The Blazers, now 5-2-0-0 against the Bruins, seemed to have this game under control until early in the third period. At one point in the first period, the Blazers had a 7-1 edge in shots on goal. By game’s end, Chilliwack led, 32-31.
“I saw it in Portland when we had a really young team,” Mucha said. “This is just a young team. It’s mental. It’s (a lack of) experience.”
Centre C.J. Stretch had two of the Blazers’ goals, with winger Brendan Ranford, the home team’s best skater in this one, drawing assists on both of them.

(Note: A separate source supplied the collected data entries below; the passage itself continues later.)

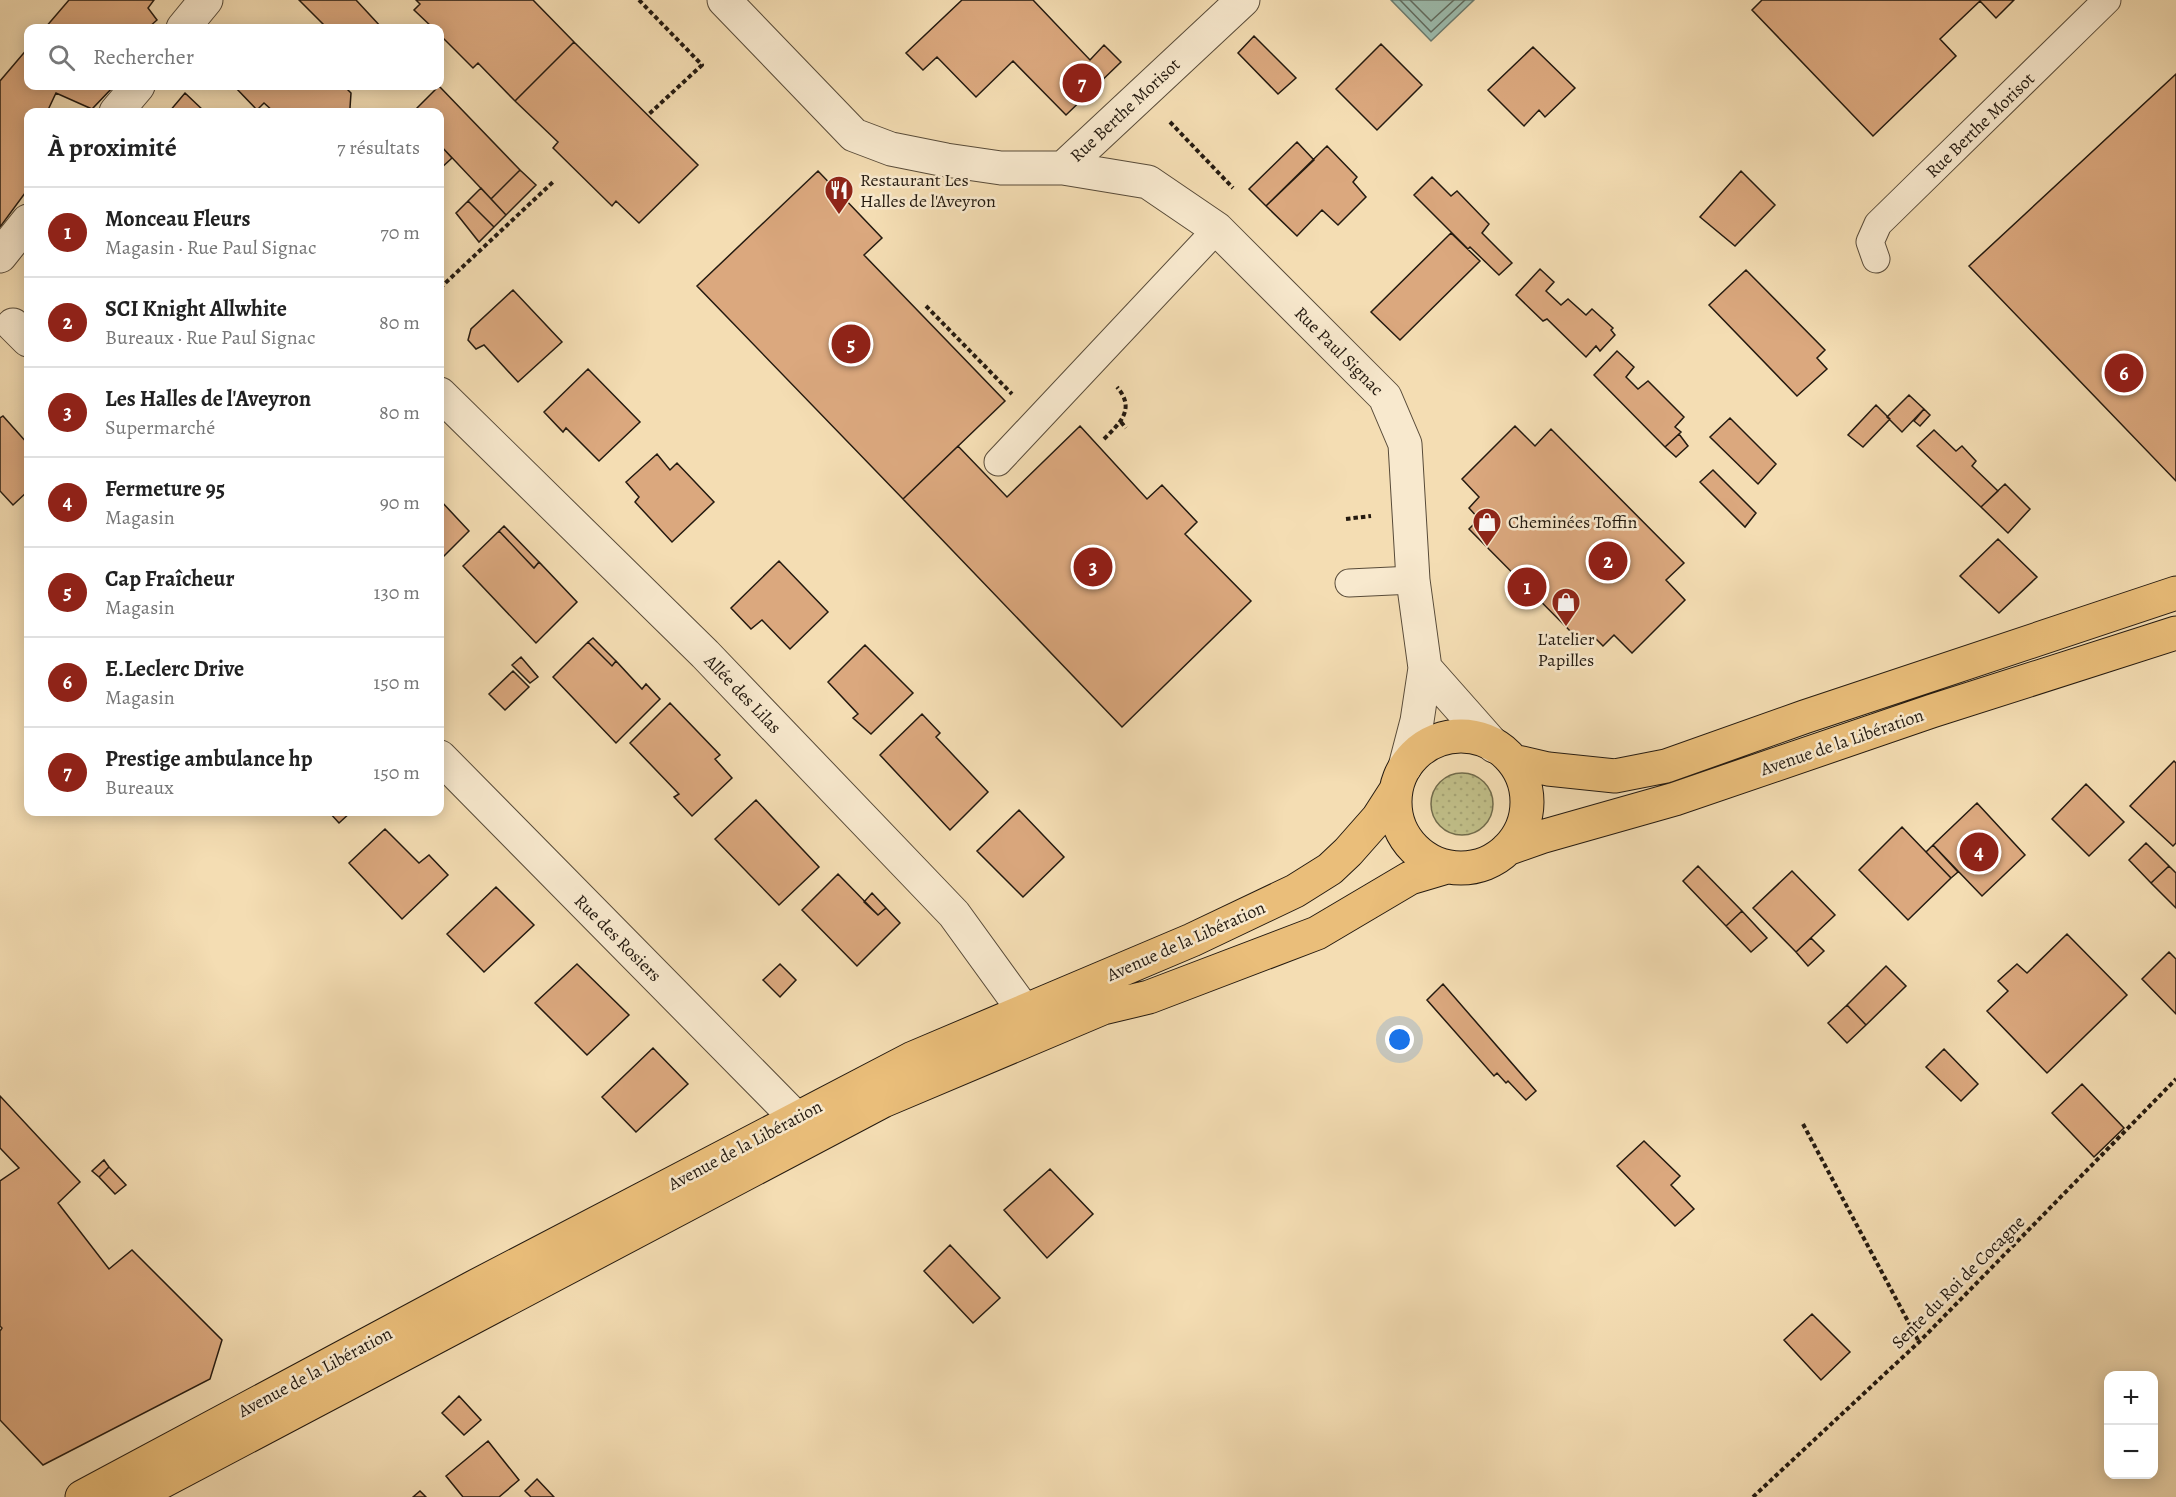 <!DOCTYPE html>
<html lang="fr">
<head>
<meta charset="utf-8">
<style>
	:root { --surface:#fff; --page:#f2f2f2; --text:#222; --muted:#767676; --line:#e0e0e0; --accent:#8f2418 }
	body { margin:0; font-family:Alegreya,serif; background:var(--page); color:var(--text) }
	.controls { position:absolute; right:18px; bottom:18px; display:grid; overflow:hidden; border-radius:12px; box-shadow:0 3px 15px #0003 }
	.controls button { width:54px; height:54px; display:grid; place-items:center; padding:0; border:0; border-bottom:2px solid var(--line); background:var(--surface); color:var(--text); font:30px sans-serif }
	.you { position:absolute; left:1400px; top:1040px; width:21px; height:21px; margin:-15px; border:4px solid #fff; border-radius:50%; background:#1a73e8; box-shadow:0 0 0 9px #1a73e833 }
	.badge { display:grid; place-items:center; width:39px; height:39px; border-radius:50%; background:var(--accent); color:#fff; font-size:20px; font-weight:700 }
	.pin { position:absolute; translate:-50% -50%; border:3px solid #fff; box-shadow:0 2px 6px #0006 }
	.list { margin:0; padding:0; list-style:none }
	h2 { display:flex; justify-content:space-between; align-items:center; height:78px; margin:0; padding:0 24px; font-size:26px }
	h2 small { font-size:20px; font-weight:400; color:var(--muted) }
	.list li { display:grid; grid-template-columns:39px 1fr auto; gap:18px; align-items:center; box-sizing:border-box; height:90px; padding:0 24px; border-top:2px solid var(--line) }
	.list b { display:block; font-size:22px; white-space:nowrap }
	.list p { margin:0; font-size:20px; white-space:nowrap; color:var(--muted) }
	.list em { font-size:20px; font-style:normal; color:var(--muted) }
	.icon { flex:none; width:33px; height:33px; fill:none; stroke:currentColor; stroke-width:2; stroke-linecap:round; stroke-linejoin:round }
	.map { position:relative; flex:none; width:2176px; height:1497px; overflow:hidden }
	.search { position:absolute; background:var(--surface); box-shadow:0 3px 15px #0003; left:24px; top:24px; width:420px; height:66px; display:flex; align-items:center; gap:15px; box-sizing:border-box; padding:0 21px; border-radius:12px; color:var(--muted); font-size:22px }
	.panel { position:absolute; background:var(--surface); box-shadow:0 3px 15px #0003; left:24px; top:108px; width:420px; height:708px; border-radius:12px }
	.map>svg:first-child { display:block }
	.grass { fill:url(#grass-dots); stroke:#726c4c; stroke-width:1.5 }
	.water { fill:#9cbcae; stroke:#6c7b6f; stroke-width:1.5 }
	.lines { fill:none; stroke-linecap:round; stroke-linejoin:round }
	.shore { stroke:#606b5f; stroke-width:1.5 }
	.building { fill:#dba87e; stroke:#241a10; stroke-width:1.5 }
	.lane-casing { stroke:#584b39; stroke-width:29 }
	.street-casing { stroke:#584b39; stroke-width:35 }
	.primary-casing { stroke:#241a10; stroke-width:35 }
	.path { stroke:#241a10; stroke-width:4; stroke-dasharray:4.5 3; stroke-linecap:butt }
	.lane { stroke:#f8e9ce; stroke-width:27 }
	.street { stroke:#f8e9ce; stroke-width:33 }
	.primary { stroke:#eabe7a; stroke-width:33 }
	.labels { text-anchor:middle; stroke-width:5; stroke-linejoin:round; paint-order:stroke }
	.street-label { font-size:18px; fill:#241a10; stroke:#f8e9ce }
	.poi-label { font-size:18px; fill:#241a10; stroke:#f8e9ce; text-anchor:start }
</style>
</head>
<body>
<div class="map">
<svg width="2176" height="1497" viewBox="0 0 2176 1497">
	<defs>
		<pattern id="grass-dots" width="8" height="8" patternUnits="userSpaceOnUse" patternTransform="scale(1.5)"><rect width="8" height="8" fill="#c1bf89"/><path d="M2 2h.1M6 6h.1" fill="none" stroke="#a6a475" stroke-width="1.8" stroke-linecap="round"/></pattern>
	</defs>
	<rect width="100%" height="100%" fill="#f4ddb3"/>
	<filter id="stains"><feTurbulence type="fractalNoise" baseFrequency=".00333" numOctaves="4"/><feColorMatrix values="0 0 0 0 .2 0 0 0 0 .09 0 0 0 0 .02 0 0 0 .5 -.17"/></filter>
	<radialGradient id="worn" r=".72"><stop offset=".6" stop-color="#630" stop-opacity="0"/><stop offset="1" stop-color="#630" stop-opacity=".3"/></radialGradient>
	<!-- grass -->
	<path class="grass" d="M1431 804a31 31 0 1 1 62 0a31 31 0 1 1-62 0Z"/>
	<!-- water -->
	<path class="water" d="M1391 0H1474L1431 41Z"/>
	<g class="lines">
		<!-- shore -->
		<path class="shore" d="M1400 0 1431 32 1465 0
			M1410 0 1431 21 1454 0"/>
	</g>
	<!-- building -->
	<path class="building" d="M69 0H154L148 8 157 20 148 28H45Z
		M299 0H356L382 28H327Z
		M416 0H533L574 42 515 101 478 63 473 68 440 35V28H433L414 10 420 4Z
		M962 0H1033L1090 60 1104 45 1121 62 1066 115 1013 61 976 97 937 57 923 70 906 53Z
		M1762 0H2014L1996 18 1980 1 1940 39 1956 56 1873 136 1752 10Z
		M1254 36 1296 78 1278 94 1238 53Z
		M574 42 698 165 639 223 616 201 612 206 553 148 558 142 515 101Z
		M1381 44 1422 85 1377 130 1336 89Z
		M1533 47 1575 88 1545 117 1539 110 1524 126 1488 90Z
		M28 48V86H114L92 109 56 93 47 112H28V189L0 227V81Z
		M2176 74V481L1969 266Z
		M234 86H344L351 93 350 108 354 112H274L264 103 257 110Z
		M439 86 520 170 491 199 440 145V112H413Z
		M185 93 205 112H169Z
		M1297 142 1314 160 1266 206 1249 189Z
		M440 145 452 158 440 169Z
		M1327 146 1357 177 1353 182 1366 197 1338 225 1322 210 1297 236 1266 206Z
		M520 170 536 185 506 215 491 199Z
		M818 171 882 238 864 255 1005 401 903 499 697 286Z
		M1741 171 1775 205 1735 246 1700 217Z
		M1432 177 1451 196 1457 191 1489 224 1482 233 1512 263 1499 275 1470 247 1468 249 1414 195Z
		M481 188 506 215 494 227 468 201Z
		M468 201 494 227 479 242 456 213Z
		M1451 233 1480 261 1400 340 1371 312Z
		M1540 269 1554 282 1546 291 1561 305 1568 299 1586 315 1592 309 1613 328 1611 330 1615 335 1600 351 1596 346 1586 357 1547 319 1543 321 1516 295Z
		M1746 270 1825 350 1817 358 1827 369 1797 396 1709 305Z
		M513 290 562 342 518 382 484 345 476 349 468 340 471 329Z
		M1617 351 1634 367 1626 377 1638 389 1648 381 1684 417 1675 427 1681 432 1665 447 1594 375Z
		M588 369 640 422 599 461 566 428 563 432 544 412Z
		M1909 395 1924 409 1902 432 1887 417Z
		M1876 405 1890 419 1863 447 1848 435Z
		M1924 409 1930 415 1920 426 1914 421Z
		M3 416 28 444V491L13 505 0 491V418Z
		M1730 418 1776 464 1758 484 1710 437Z
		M1080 426 1147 499 1162 485 1197 522 1185 534 1251 601 1122 727 903 499 958 446 1007 497Z
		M1515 426 1535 446 1551 429 1684 563 1666 580 1685 600 1632 653 1614 635 1603 646 1593 636 1584 645 1469 529 1479 519 1469 508 1479 497 1462 479Z
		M1934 430 1956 451 1962 446 1976 461 1972 466 1998 491 1981 507 1917 446Z
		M1679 434 1688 446 1676 457 1665 447Z
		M657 454 670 470 677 463 714 502 672 542 635 502 639 497 626 482Z
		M1713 470 1756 513 1745 527 1700 482Z
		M2005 484 2030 509 2008 533 1981 507Z
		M440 500 469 531 440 560Z
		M504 526 539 562 534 568 499 531Z
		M499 531 534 568 539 562 577 602 536 643 463 566Z
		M1998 539 2037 577 1999 613 1960 576Z
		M779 561 828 612 790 649 762 620 751 629 731 608Z
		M593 638 616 661 612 666 588 642Z
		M588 642 612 666 616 661 642 689 646 684 660 699 616 743 553 677Z
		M865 645 913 693 871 734 853 718 858 714 828 682Z
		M521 657 538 677 530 683 512 665Z
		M513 671 529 687 505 710 489 694Z
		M670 703 720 755 715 759 732 778 692 816 674 797 679 794 630 743Z
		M922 714 940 733 936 737 988 792 950 830 880 755Z
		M2174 761 2176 763V843L2173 846 2130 806Z
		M2086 784 2124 822 2089 856 2052 819Z
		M756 800 819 867 779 905 715 839Z
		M1977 803 2025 855 1982 896 1933 845Z
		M1019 810 1064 857 1023 897 977 851Z
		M329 812H351L339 823Z
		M1902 827 1951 878 1908 920 1859 870Z
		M385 829 419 863 429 855 448 875 402 919 349 863Z
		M2146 843 2169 866 2151 883 2129 860Z
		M1933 845 1958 872 1951 878 1926 852Z
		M1698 866 1742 911 1726 926 1683 881Z
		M2169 866 2176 873V908L2151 883Z
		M1792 871 1835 915 1796 952 1753 908Z
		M838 874 878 915 886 908 900 923 857 966 802 910Z
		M496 887 534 925 484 972 447 934Z
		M872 893 886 908 878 915 864 902Z
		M1742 911 1767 938 1751 952 1726 926Z
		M2067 934 2127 995 2047 1073 1987 1011 2008 991 1998 981 2017 964 2027 973Z
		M1811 938 1824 951 1808 966 1796 952Z
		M2169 952 2176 959V1014L2142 979Z
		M577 964 629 1015 587 1055 535 1003Z
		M780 964 796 980 780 997 763 980Z
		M1886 966 1906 986 1866 1025 1847 1005Z
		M1443 984 1536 1091 1526 1100 1508 1081 1506 1083 1497 1073 1494 1076 1427 1000Z
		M1847 1005 1866 1025 1847 1043 1828 1023Z
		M653 1048 688 1084 636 1132 602 1097Z
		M1944 1049 1978 1084 1961 1101 1926 1067Z
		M2082 1084 2124 1128 2094 1157 2052 1113Z
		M0 1096 80 1182 58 1203 109 1269 132 1250 222 1340 210 1379 43 1465 0 1420V1331L2 1328 0 1326V1181L19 1168 0 1148Z
		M1644 1141 1680 1176 1671 1185 1694 1209 1675 1226 1617 1166Z
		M104 1160 109 1167 99 1177 92 1171Z
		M109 1167 126 1185 115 1194 99 1177Z
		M1050 1169 1093 1214 1047 1258 1004 1210Z
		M950 1245 1000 1298 973 1323 924 1271Z
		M1812 1314 1850 1352 1821 1380 1784 1340Z
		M459 1396 481 1420 464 1435 442 1413Z
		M488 1441 519 1480 499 1497H463L446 1476Z
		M537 1479 554 1497H531L525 1491Z
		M420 1491 426 1497H413Z"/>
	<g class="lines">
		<!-- lane casing -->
		<g class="lane-casing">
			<path id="lane" d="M1876 259 1870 242 1878 224 2107 0
				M998 462 1217 229
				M1349 583 1413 580"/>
		</g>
		<!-- street casing -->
		<g class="street-casing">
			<path id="street" d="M724 0 854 135 891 149 946 160 1001 168H1063L1243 0
				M183 28 206 0
				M116 112 138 86
				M1063 168 1148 182 1217 229 1385 397 1405 444 1413 580 1425 668 1417 721 1405 767
				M0 256 28 221
				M13 325 28 340
				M440 394 705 654 954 914 1025 1012
				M1425 668 1494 746
				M440 757 796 1118"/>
		</g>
		<!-- primary casing -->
		<g class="primary-casing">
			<path id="primary" d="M1395 802a66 66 0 1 1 132 0a66 66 0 1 1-132 0Z
				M1513 761 1548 769 1615 776 1666 766 1804 717 2176 593
				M1507 849 1541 837 1675 799 1932 711 2176 633
				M82 1497 474 1287 913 1058 1192 940 1295 891 1330 869 1348 852 1378 818 1396 790
				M133 1497 883 1101 1103 1008 1149 997 1317 933 1410 878 1447 867"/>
		</g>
		<!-- path -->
		<path class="path" d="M639 0 702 65 648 115
			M1170 122 1233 188
			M440 288 553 182
			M926 306 1012 394
			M1121 422 1126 428
			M1104 439C1120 423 1136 409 1117 387
			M1346 519 1371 516
			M1803 1124 1919 1342
			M1753 1497 1919 1342 2176 1079"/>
		<!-- lane -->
		<use href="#lane" class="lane"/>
		<!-- street -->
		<use href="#street" class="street"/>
		<!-- primary -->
		<use href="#primary" class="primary"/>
	</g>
	<!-- icons -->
	<defs>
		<g id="restaurant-pin" transform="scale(1.5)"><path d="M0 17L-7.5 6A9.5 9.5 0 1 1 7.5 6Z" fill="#8f2418" stroke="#f8e9ce"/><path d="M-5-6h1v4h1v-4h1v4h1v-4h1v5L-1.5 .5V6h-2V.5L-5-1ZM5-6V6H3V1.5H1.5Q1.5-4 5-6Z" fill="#fff"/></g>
		<g id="shop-pin" transform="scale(1.5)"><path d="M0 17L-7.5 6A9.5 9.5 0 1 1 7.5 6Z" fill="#8f2418" stroke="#f8e9ce"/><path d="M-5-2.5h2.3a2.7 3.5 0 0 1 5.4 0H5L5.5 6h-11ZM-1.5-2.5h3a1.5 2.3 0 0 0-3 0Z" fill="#fff"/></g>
	</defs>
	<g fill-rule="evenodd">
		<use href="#restaurant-pin" x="839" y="190"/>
		<use href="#shop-pin" x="1487" y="522"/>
		<use href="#shop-pin" x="1566" y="602"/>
	</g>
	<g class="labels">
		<!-- street labels -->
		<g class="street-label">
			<text transform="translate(1125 110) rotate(-43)" y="6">Rue Berthe Morisot</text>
			<text transform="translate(1980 125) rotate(-44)" y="6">Rue Berthe Morisot</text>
			<text transform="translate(1339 351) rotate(45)" y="6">Rue Paul Signac</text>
			<text transform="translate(743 694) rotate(46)" y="6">Allée des Lilas</text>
			<text transform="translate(1842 742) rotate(-19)" y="6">Avenue de la Libération</text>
			<text transform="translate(618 938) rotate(45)" y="6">Rue des Rosiers</text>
			<text transform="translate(1186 941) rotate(-24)" y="6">Avenue de la Libération</text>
			<text transform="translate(745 1145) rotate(-28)" y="6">Avenue de la Libération</text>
			<text transform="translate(1958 1282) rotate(-45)" y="6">Sente du Roi de Cocagne</text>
			<text transform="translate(315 1372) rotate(-28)" y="6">Avenue de la Libération</text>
		</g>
		<!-- poi labels -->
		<g class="poi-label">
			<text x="860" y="186">Restaurant Les<tspan x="860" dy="21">Halles de l'Aveyron</tspan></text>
			<text x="1508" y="528">Cheminées Toffin</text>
			<text x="1566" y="645" text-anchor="middle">L'atelier<tspan x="1566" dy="21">Papilles</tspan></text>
		</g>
	</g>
	<rect width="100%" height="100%" filter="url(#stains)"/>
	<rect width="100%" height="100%" fill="url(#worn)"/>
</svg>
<div class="controls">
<button>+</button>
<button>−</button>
</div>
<div class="you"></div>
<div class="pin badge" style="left:1527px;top:587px">1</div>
<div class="pin badge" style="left:1608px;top:561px">2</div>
<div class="pin badge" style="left:1093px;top:567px">3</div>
<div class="pin badge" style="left:1979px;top:852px">4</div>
<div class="pin badge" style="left:851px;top:344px">5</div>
<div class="pin badge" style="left:2124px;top:373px">6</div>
<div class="pin badge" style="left:1082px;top:83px">7</div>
<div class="search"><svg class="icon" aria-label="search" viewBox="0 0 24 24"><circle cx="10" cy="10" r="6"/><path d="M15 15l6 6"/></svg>Rechercher</div>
<section class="panel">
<h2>À proximité<small>7 résultats</small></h2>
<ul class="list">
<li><span class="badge">1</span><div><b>Monceau Fleurs</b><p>Magasin · Rue Paul Signac</p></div><em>70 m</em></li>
<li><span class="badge">2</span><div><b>SCI Knight Allwhite</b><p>Bureaux · Rue Paul Signac</p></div><em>80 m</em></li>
<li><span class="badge">3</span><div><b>Les Halles de l'Aveyron</b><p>Supermarché</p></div><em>80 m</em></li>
<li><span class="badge">4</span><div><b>Fermeture 95</b><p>Magasin</p></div><em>90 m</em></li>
<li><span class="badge">5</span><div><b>Cap Fraîcheur</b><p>Magasin</p></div><em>130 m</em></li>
<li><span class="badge">6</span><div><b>E.Leclerc Drive</b><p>Magasin</p></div><em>150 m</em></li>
<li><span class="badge">7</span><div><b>Prestige ambulance hp</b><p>Bureaux</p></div><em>150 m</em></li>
</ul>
</section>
</div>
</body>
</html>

Centre Dalibor Bortnak and left-winger Ryan Hanes, with his second of the season, also scored for the Blazers.
Centre Roman Horak, finishing off a 2-on-1 with Howse, and Crooks, at 17:22 of the third, had the Bruins other goals.
JUST NOTES: Referees Jeff Ingram and Brett Montsion gave the Blazers eight of 15 minors, three of six majors and a misconduct. . . . That included a triple minor to Chilliwack D Zach Habscheid after a particularly nasty whack job on Kamloops RW Dylan Willick midway through the third. . . . The Bruins were 0-for-7 on the PP; the Blazers were 0-for-6. . . . The Daily News’ Three Stars: 1. Mucha — credit him with this victory; 2. Ranford — he led the way up front; 3. Willick — set the tone for the penalty-killers. . . . The Blazers are back home Tuesday, 7 p.m., against the Spokane Chiefs. . . . Kamloops native Casey Pierro-Zabotel is on the move from the ECHL’s Wheeling Nailers to the AHL’s Wilkes-Barre/Scranton Penguins. The NHL’s Pittsburgh Penguins, who selected him in the third round of the 2007 draft, made the move Friday. Pierro-Zabotel, 21, had 33 points in 38 games with the Nailers. He won the WHL scoring title last season when he put up 115 points with the Vancouver Giants.